US-Led Bombing Campaign in Syria Left Raqqa "Most Destroyed City in Modern Times": Study
An "unprecedented" new study released on Thursday revealed that the U.S.-led bombing campaign on Raqqa, Syria in 2017 — which one military commander at the time claimed was the "most precise air campaign in history" — killed an estimated 1,600 innocent civilians while leveling the city on a scale unparalleled in recent decades.
The research collated almost two years of investigations into the assault on Raqqa, the groups said in a statement, and "gives a brutally vivid account" of the enormous number of civilian lives lost as "a direct result" of thousands of coalition air strikes and tens of thousands of US artillery strikes in Raqqa from June to October 2017.
The report—"Rhetoric vs.
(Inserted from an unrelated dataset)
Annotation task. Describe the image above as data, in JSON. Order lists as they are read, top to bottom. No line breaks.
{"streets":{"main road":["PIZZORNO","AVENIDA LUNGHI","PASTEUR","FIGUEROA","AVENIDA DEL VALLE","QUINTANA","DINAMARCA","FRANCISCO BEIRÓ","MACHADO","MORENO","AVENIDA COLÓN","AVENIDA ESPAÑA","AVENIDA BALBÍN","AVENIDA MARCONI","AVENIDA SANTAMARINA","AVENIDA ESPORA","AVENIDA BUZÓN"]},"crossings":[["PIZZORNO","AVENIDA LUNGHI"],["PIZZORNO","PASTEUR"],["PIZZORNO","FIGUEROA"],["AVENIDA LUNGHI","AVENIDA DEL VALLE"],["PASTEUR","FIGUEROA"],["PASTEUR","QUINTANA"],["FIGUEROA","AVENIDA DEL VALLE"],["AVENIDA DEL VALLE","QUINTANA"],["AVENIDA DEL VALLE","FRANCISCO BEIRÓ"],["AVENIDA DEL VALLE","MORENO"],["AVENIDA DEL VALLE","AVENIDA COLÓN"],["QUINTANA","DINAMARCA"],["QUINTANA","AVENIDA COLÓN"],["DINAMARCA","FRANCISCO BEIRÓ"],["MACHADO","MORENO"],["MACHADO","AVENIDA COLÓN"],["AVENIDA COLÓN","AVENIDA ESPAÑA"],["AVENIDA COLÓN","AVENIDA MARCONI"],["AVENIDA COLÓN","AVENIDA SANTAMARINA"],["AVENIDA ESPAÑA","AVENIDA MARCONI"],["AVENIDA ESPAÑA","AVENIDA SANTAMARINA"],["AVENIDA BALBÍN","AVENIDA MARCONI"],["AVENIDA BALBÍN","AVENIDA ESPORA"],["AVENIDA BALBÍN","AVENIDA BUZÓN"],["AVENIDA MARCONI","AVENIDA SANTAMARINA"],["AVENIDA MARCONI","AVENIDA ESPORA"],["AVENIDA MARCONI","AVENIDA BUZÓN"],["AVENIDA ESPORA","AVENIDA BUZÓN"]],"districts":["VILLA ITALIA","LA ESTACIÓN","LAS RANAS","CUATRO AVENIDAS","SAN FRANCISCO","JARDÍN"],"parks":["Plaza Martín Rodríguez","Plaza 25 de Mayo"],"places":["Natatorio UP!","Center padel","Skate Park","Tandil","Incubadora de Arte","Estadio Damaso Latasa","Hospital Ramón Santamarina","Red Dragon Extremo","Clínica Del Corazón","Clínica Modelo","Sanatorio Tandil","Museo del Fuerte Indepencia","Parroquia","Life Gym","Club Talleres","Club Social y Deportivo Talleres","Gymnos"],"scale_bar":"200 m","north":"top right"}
Reality: How the 'Most Precise Air Campaign in History' Left Raqqa the Most Destroyed City in Modern Times"—is detailed on the interactive website created by investigative news organization Airwars and the human rights group Amnesty International-USA which carried out what they call the "most comprehensive investigation into civilian deaths in a modern conflict."
The findings confirm that the U.S.-led coalition has admitted to just a fraction of the civilian carnage it has caused in Syria, even as it has boasted of the care it's taken in avoiding such casualtiesand the precision of the Raqqa offensive.
According to the report:
US, UK and French forces also launched thousands of air strikes into civilian neighborhoods, scores of which resulted in mass civilian casualties.In one tragic incident, a Coalition air strike destroyed an entire five-story residential building near Maari school in the central Harat al-Badu neighborhood in the early evening of 25 September 2017. Four families were sheltering in the basement at the time. Almost all of them – at least 32 civilians, including 20 children – were killed. A week later, a further 27 civilians – including many relatives of those killed in the earlier strike – were also killed when an air strike destroyed a nearby building.
"I saw my son die, burnt in the rubble in front of me," Ayet Mohammed Jasem, one of the few survivors of the later attack, told the investigators. "I've lost everyone who was dear to me. My four children, my husband, my mother, my sister, my whole family. Wasn't the goal to free the civilians?They were supposed to save us, to save our children."
At the time of 2017 assault on Raqqa it was U.S. Lieutenant General Stephen J. Townswend, commander of the coalition, who said, "I challenge anyone to find a more precise air campaign in the history of warfare…The Coalition's goal is always for zero human casualties."
But the researchers argue the evidence belies those claims and, as part of the report, both groups demanded accountability for what was done to the city and its people.
"The coalition needs to fully investigate what went wrong at Raqqa and learn from those lessons, to prevent inflicting such tremendous suffering on civilians caught in future military operations," said Chris Woods, director of Airwars, in a statement.
Donatella Rovera, a crisis investigator for Amnesty, shared some of what she found in Raqqa in a video the group released along with the report.
"When I first came to Raqqa after the war, I knew that relentless American, British, and French bombardment killed civilians and destroyed much of the city," Rovera said.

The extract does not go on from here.